The opposition CNRP is boycotting parliament and the 55 parliamentary seats it won at last year’s election since the contested convening of the National Assembly in September, which has seen only the ruling CPP’s 68 lawmakers take their seats.
The CNRP’s leaders allege widespread irregularities and fraud on election day in July 2013, and have called for an investigation into the vote—or a fresh election—before they take their seats.
Previously, the CPP has warned that the CNRP risks losing their parliamentary seats if they do not end their boycott.
Now, the resurgent opposition party risks losing their vehicles, Mr. Yeap said, adding that the continued use by the CNRP of National Assembly-branded plates issued during the last mandate is illegal.
“The number plates used in the fourth mandate are not valid anymore,” Mr. Yeap said, adding that it was the Ministry of Interior’s responsibility to ensure that the CNRP no longer used old license plates.
The only way the CNRP can get new license plates, Mr. Yeap said, was to end their boycott and join Parliament.
“In each mandate, there are 123 number plates that have to be issued—from 001 to number 123,” Mr. Yeap said.

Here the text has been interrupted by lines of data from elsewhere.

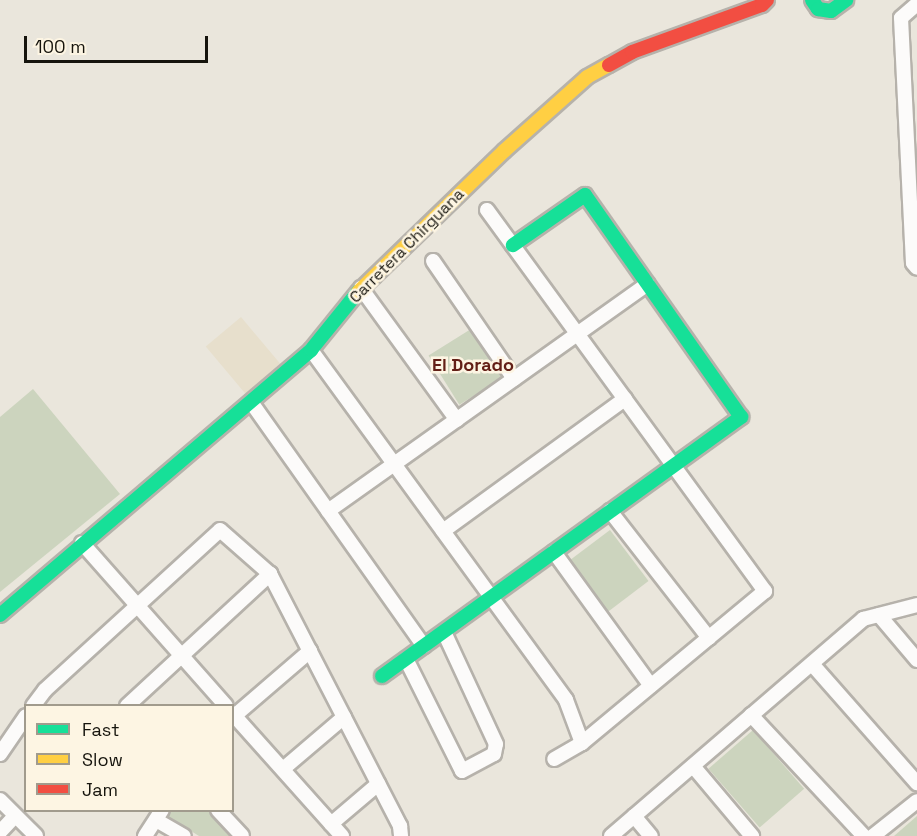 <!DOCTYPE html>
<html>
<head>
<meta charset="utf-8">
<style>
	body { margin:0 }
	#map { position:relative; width:917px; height:836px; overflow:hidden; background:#eae6dc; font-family:"Space Grotesk",sans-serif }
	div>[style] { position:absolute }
	.built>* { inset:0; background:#e7dfcc; transform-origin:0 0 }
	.green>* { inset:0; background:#ccd4be; transform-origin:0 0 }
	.roads { filter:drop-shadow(2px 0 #b6b2ab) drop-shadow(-2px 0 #b6b2ab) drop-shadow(0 2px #b6b2ab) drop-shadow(0 -2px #b6b2ab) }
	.street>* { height:14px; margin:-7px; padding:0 7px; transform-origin:7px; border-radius:7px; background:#fcfbfa }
	.fast>* { height:14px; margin:-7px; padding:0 7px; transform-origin:7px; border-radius:7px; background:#16e098 }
	.slow>* { height:14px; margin:-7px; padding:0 7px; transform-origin:7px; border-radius:7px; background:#ffcf43 }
	.jam>* { height:14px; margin:-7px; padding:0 7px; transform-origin:7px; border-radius:7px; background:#f24e42 }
	span { translate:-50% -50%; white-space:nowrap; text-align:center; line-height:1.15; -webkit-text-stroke:5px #fdf5e3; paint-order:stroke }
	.street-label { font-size:16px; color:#16140d }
	.neighbourhood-label { font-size:18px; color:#631f16; font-weight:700 }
	.legend { position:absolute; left:24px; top:704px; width:210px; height:108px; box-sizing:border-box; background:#fdf5e3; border:2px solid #a19b8d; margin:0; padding:8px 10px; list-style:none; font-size:18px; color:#16140d }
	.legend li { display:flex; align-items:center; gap:12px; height:30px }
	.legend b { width:30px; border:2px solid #a19b8d }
	.scale { position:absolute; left:24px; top:36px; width:184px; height:27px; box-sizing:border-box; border:3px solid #16140d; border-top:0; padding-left:8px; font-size:18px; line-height:21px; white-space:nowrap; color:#16140d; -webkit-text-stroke:4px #fdf5e3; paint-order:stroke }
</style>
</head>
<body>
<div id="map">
	<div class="built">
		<div style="left:241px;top:317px;width:65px;height:46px;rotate:50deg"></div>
	</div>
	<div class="green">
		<div style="left:471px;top:329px;width:58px;height:50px;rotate:58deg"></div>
		<div style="clip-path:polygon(33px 389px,120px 494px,0 592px,0 417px)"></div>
		<div style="left:610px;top:530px;width:64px;height:52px;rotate:53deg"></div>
		<div style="left:753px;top:730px;width:78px;height:59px;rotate:49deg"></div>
		<div style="clip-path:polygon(171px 811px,214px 811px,238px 836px,199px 836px,167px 816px)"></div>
		<div style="clip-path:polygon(917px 816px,917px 836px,894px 836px)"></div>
	</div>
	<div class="roads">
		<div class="street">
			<div style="left:917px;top:4px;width:21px;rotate:139deg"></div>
			<div style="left:901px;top:18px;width:245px;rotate:87.2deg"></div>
			<div style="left:913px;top:263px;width:6px;rotate:51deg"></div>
			<div style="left:487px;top:210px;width:472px;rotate:53.9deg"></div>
			<div style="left:765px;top:591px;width:238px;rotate:140.3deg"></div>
			<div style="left:582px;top:743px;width:32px;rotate:150deg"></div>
			<div style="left:433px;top:261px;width:143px;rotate:55.5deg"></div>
			<div style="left:361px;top:288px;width:163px;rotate:54deg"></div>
			<div style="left:311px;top:350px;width:433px;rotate:53.9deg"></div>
			<div style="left:566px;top:700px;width:46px;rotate:69.6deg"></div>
			<div style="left:251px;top:402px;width:299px;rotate:54.7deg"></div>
			<div style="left:328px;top:511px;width:392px;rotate:-35.4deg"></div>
			<div style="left:610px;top:511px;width:161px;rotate:52.1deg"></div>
			<div style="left:443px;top:531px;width:225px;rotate:-36deg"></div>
			<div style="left:82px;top:543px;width:217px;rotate:48.5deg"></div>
			<div style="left:554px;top:552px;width:165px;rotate:54.1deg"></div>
			<div style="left:879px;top:615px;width:59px;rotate:49.8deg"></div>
			<div style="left:406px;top:659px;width:125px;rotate:63.4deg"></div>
			<div style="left:462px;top:771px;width:36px;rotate:-28deg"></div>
			<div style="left:494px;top:754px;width:10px;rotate:-79deg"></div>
			<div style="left:496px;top:744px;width:123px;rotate:-114.9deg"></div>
			<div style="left:812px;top:664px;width:159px;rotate:48.6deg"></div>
			<div style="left:33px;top:706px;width:20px;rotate:-53deg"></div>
			<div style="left:45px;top:690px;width:237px;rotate:-42.4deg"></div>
			<div style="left:220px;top:530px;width:67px;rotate:41.3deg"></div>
			<div style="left:270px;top:574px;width:284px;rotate:62.7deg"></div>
			<div style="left:400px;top:826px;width:10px;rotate:84deg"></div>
			<div style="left:127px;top:706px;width:195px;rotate:-42.7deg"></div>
			<div style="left:232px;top:713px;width:165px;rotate:48.2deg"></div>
			<div style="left:751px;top:715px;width:166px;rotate:47deg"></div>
			<div style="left:232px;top:718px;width:103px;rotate:-40.7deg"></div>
			<div style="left:0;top:754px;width:46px;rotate:-55.6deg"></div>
			<div style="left:693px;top:766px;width:92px;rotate:49.9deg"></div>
			<div style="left:283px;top:769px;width:80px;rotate:-40.4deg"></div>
			<div style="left:0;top:800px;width:51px;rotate:45deg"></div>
			<div style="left:218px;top:810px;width:35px;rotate:47deg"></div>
			<div style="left:634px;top:816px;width:26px;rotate:50deg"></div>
			<div style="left:156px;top:820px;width:32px;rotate:30deg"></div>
			<div style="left:331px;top:824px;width:62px;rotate:-40.4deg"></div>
			<div style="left:0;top:832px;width:22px;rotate:-47deg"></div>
			<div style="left:145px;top:836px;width:31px;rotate:-57deg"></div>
			<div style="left:611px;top:836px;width:333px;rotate:-40.7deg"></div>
			<div style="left:863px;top:619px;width:56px;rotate:-14.5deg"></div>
			<div style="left:873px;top:836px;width:56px;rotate:-38.5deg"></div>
		</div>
		<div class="fast">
			<div style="left:812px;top:0;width:11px;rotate:56deg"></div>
			<div style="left:818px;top:9px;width:13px;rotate:9deg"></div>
			<div style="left:831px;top:11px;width:19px;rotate:-36deg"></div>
			<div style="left:0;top:615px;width:409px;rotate:-40.4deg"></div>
			<div style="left:311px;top:350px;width:75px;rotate:-51deg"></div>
			<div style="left:382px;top:676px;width:443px;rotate:-35.8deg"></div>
			<div style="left:741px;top:417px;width:271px;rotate:-125.1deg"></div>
			<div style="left:585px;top:195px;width:88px;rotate:145.2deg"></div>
		</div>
		<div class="slow">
			<div style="left:358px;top:292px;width:203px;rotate:-44deg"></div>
			<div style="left:504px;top:151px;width:111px;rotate:-41.7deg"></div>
			<div style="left:587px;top:77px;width:25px;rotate:-29deg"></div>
		</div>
		<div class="jam">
			<div style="left:609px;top:65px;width:26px;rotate:-29deg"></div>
			<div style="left:632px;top:52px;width:138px;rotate:-19.9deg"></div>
			<div style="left:762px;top:5px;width:7px;rotate:-45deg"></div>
		</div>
	</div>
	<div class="street-label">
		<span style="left:407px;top:246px;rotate:-45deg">Carretera Chirguana</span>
	</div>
	<div class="neighbourhood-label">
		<span style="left:473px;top:365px">El Dorado</span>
	</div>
	<ul class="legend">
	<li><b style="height:8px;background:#16e098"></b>Fast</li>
	<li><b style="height:8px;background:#ffcf43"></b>Slow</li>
	<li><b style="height:8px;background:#f24e42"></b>Jam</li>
	</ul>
	<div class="scale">100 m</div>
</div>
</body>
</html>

“Sixty-eight lawmakers have already taken their license plates…. If the CNRP wants the number plates, the 55 [boycotting opposition lawmakers-elect] have to come and swear-in at the National Assembly.”

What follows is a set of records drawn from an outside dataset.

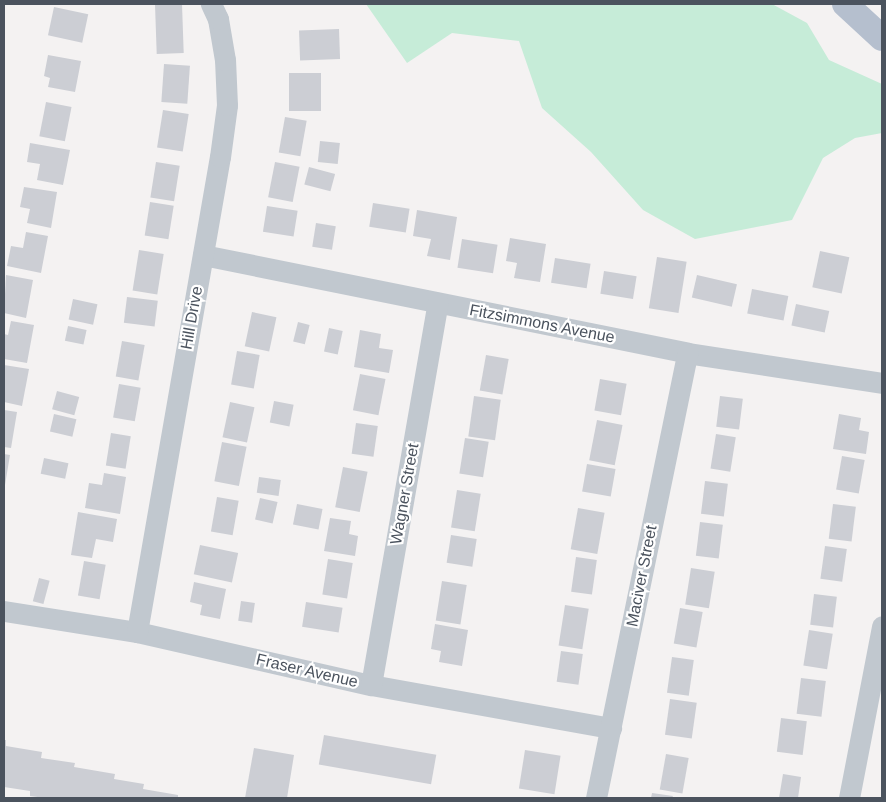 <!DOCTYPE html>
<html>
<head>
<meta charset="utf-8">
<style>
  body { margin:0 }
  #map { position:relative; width:886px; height:802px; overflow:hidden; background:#f4f2f2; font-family:Arial,sans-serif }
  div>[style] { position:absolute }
  .green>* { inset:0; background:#c6ecd8 }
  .building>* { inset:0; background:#ccced4; transform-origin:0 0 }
  .minor>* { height:21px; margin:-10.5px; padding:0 10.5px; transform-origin:10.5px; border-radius:10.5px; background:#c1c8cf }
  .major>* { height:26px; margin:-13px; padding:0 13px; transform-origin:13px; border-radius:13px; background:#b5bfce }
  span { translate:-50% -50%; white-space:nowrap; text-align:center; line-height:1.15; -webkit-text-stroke:4.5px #fff; paint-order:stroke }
  .street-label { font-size:16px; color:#4b535e }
  .frame { position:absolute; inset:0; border:5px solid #4b535e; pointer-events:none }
</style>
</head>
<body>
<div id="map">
  <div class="green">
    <i style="clip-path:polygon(366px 4px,772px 4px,807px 23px,829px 60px,882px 84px,882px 133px,855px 138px,823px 158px,792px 220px,695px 239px,643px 210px,591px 152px,542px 108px,519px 41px,452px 33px,407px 63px)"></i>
  </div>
  <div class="building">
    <i style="left:182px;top:4px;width:49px;height:27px;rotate:88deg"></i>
    <i style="left:54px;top:7px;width:35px;height:29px;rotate:12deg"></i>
    <i style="left:339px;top:29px;width:30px;height:40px;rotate:88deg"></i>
    <i style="clip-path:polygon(48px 55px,81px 61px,75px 92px,48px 87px,50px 78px,44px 76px)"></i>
    <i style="left:164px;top:64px;width:26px;height:38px;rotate:4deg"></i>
    <i style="left:289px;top:73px;width:32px;height:38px"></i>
    <i style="left:46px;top:102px;width:26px;height:35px;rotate:11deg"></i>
    <i style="left:163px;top:110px;width:26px;height:38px;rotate:9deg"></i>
    <i style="left:285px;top:117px;width:22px;height:36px;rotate:10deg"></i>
    <i style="left:320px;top:141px;width:20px;height:21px;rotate:6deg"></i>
    <i style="clip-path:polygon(30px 143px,70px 150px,63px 185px,37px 180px,40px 164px,27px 162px)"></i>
    <i style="left:156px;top:162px;width:24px;height:36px;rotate:9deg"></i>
    <i style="left:275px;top:162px;width:25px;height:36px;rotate:11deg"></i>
    <i style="left:309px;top:167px;width:27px;height:18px;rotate:15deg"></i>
    <i style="clip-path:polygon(24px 187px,57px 192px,51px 228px,27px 223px,30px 209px,20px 207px)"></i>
    <i style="left:150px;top:202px;width:24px;height:34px;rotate:9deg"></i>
    <i style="left:373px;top:203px;width:37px;height:24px;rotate:9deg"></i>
    <i style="left:267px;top:206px;width:31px;height:26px;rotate:9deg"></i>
    <i style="clip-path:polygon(417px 210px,457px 217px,450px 260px,427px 256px,431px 239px,413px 236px)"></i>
    <i style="left:316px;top:223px;width:20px;height:24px;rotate:9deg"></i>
    <i style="clip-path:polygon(26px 232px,48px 236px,41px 273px,7px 266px,11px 246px,23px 248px)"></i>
    <i style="clip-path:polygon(510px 238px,546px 244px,540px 282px,514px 278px,517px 263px,506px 261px)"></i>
    <i style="left:462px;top:239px;width:36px;height:29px;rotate:9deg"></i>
    <i style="left:139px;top:250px;width:25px;height:41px;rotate:9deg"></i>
    <i style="left:820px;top:251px;width:30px;height:37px;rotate:12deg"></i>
    <i style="left:657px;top:257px;width:30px;height:52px;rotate:9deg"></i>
    <i style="left:555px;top:258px;width:36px;height:25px;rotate:9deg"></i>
    <i style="left:604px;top:271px;width:33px;height:23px;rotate:9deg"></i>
    <i style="clip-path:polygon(6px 275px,33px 280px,26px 318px,4px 313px)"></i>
    <i style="left:697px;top:275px;width:41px;height:23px;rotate:13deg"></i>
    <i style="left:752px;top:289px;width:37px;height:25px;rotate:11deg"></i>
    <i style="left:127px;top:297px;width:31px;height:26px;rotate:7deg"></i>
    <i style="left:73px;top:299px;width:25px;height:21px;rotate:12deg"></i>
    <i style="left:796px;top:304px;width:34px;height:22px;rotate:12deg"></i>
    <i style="left:252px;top:312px;width:25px;height:35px;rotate:12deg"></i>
    <i style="clip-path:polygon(11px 321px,34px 325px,27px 363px,4px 359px,4px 334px,8px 335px)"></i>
    <i style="left:298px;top:322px;width:12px;height:20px;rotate:14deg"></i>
    <i style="left:68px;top:326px;width:19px;height:15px;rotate:12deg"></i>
    <i style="left:329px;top:328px;width:14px;height:24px;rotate:12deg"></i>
    <i style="clip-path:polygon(360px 330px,381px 334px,379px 348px,393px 350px,389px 373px,354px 367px)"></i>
    <i style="left:122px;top:341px;width:23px;height:36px;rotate:10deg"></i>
    <i style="left:237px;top:351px;width:23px;height:34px;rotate:10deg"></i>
    <i style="left:486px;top:355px;width:23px;height:36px;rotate:10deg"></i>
    <i style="clip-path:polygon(4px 365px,29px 369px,22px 406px,4px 402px)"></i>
    <i style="left:360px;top:374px;width:26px;height:37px;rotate:11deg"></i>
    <i style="left:600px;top:379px;width:27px;height:32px;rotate:10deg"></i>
    <i style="left:119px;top:384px;width:22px;height:34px;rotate:10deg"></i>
    <i style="left:57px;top:391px;width:23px;height:19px;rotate:15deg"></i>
    <i style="left:474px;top:396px;width:27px;height:41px;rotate:8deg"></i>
    <i style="left:720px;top:396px;width:23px;height:31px;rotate:7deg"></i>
    <i style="left:274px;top:401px;width:20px;height:22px;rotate:11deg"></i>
    <i style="left:230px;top:402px;width:25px;height:36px;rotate:12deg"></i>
    <i style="clip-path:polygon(4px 410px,17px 412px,11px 448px,4px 447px)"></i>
    <i style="left:54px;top:414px;width:23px;height:18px;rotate:13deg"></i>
    <i style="clip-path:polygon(839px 414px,861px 418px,859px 430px,869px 432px,866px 454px,833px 449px)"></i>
    <i style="left:597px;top:420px;width:26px;height:41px;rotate:11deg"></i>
    <i style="left:356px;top:423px;width:22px;height:31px;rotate:8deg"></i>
    <i style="left:111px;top:433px;width:20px;height:33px;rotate:9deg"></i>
    <i style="left:716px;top:434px;width:20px;height:35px;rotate:9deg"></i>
    <i style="left:465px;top:438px;width:24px;height:36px;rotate:9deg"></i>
    <i style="left:222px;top:442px;width:25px;height:40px;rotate:11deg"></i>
    <i style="clip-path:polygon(4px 454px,10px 455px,5px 485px,4px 485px)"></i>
    <i style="left:842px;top:456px;width:23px;height:34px;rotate:10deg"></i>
    <i style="left:44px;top:458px;width:25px;height:16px;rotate:12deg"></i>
    <i style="left:587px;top:464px;width:29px;height:28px;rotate:10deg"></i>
    <i style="left:343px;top:467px;width:25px;height:41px;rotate:11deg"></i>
    <i style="clip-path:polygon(104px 473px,126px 477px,120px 514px,85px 508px,89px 483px,102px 485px)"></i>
    <i style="left:259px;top:477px;width:22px;height:16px;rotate:8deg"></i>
    <i style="left:705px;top:481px;width:23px;height:33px;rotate:7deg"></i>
    <i style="left:457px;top:490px;width:24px;height:38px;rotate:9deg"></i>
    <i style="left:217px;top:497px;width:22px;height:35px;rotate:10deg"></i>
    <i style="left:260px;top:498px;width:18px;height:22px;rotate:13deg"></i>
    <i style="left:297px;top:504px;width:26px;height:21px;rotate:11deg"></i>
    <i style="left:833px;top:504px;width:23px;height:35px;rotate:7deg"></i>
    <i style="left:578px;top:508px;width:27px;height:42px;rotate:10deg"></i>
    <i style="clip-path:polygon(78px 512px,117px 519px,113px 542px,96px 539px,92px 558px,71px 555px)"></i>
    <i style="clip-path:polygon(330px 518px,351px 521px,349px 534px,358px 536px,355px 556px,324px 551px)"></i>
    <i style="left:700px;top:522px;width:23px;height:34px;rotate:7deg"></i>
    <i style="left:451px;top:535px;width:26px;height:28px;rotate:9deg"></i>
    <i style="left:200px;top:545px;width:39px;height:30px;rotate:12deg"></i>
    <i style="left:825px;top:546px;width:22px;height:33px;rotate:8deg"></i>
    <i style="left:576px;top:557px;width:21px;height:35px;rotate:8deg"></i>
    <i style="left:328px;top:559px;width:25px;height:36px;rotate:9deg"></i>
    <i style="left:84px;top:561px;width:22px;height:35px;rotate:10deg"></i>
    <i style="left:691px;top:568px;width:24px;height:37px;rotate:9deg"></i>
    <i style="left:39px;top:578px;width:11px;height:24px;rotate:15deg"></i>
    <i style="left:442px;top:581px;width:25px;height:40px;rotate:9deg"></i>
    <i style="clip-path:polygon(194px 582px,226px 589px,220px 619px,200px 615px,202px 605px,190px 602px)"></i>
    <i style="left:814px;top:594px;width:23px;height:31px;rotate:7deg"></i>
    <i style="left:241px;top:601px;width:14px;height:20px;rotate:8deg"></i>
    <i style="left:306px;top:602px;width:37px;height:25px;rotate:9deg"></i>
    <i style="left:565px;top:605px;width:24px;height:41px;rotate:9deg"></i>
    <i style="left:680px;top:608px;width:23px;height:36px;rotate:10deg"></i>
    <i style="clip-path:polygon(435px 624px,468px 630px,462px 666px,439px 662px,441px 651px,431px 649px)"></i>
    <i style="left:809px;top:630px;width:24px;height:36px;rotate:9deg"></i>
    <i style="left:561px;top:651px;width:22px;height:31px;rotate:8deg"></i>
    <i style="left:672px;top:657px;width:22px;height:36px;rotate:8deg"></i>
    <i style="left:801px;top:678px;width:25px;height:36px;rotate:7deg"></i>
    <i style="left:670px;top:699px;width:27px;height:36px;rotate:8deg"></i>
    <i style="left:781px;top:718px;width:26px;height:34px;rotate:7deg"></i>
    <i style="left:324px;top:735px;width:114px;height:30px;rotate:10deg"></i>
    <i style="clip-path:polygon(4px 740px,6px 740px,6px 746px,42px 752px,41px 758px,75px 763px,74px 767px,115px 774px,114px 779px,144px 784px,143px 789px,178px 795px,178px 798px,45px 798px,30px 796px,30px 791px,4px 787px)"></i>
    <i style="clip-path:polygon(254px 748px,294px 755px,287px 798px,245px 798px)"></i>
    <i style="left:525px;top:750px;width:36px;height:39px;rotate:9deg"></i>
    <i style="left:666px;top:754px;width:23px;height:36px;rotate:10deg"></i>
    <i style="clip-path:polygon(783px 774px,801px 777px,798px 798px,779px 798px)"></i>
    <i style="clip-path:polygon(652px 793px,673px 796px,672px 798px,651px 798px)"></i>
  </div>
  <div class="minor">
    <i style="left:203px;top:255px;width:494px;rotate:11.4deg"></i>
    <i style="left:687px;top:353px;width:197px;rotate:8.7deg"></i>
    <i style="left:4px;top:611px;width:135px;rotate:9deg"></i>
    <i style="left:137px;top:632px;width:240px;rotate:12.8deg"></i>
    <i style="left:371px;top:685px;width:244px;rotate:10.2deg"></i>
    <i style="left:137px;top:632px;width:482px;rotate:-80.1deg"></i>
    <i style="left:220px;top:157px;width:52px;rotate:-82.3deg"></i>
    <i style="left:227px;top:105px;width:45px;rotate:-92.5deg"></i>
    <i style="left:225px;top:60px;width:42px;rotate:-99.7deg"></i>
    <i style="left:218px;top:19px;width:17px;rotate:-115deg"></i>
    <i style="left:371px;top:685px;width:388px;rotate:-80.1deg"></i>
    <i style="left:596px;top:798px;width:454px;rotate:-78.4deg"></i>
    <i style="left:849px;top:798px;width:175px;rotate:-79.1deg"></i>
  </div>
  <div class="major">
    <i style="left:845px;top:4px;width:50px;rotate:42.6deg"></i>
  </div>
  <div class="street-label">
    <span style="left:192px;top:318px;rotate:-80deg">Hill Drive</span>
    <span style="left:542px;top:324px;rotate:11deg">Fitzsimmons Avenue</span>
    <span style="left:405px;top:494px;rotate:-80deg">Wagner Street</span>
    <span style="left:642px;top:576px;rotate:-79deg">Maciver Street</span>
    <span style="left:307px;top:671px;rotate:13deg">Fraser Avenue</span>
  </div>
  <div class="frame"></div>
</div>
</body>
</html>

The CNRP’s two constituent parties, the Sam Rainsy Party and the Human Rights Party, which joined together to form a united opposition in July 2012, won a collective 29 seats at the 2008 election, giving about half the party’s current lawmakers-elect access to official National Assembly license plates.
Mr. Yeap said that many CNRP members continue to be seen driving cars with their old National Assembly plates—thus deriving an undue sense of legitimacy—to the various public events the party holds.
“It is no longer acceptable. Please stop using the number plates,” he said.
General Khieu Sopheak, spokesman for the Ministry of Interior, said that a letter had been received last week, and that the request to revoke the CNRP’s official parliamentary license plates would be carried out.
“We have to follow the law regardless of whoever it is,” Gen. Sopheak said, without elaborating on how the law would be enforced.
Opposition leader Sam Rainsy, who was elected to the National Assembly at the 2008 election but was not allowed to run in last year’s vote, declined to say whether he would instruct his members to remove their old license plates voluntarily.
“I don’t take this to be serious. I think this is trivial…[and] I’m too busy doing other things” to comment on Mr. Yeap’s request, Mr. Rainsy said.
The use of state license plates by political parties was last an issue during the 2008 and 2013 national election campaigns, with the opposition both times accusing CPP members of illegally using state vehicles for partisan campaigning, particularly on behalf of Prime Minister Hun Sen’s long-ruling CPP.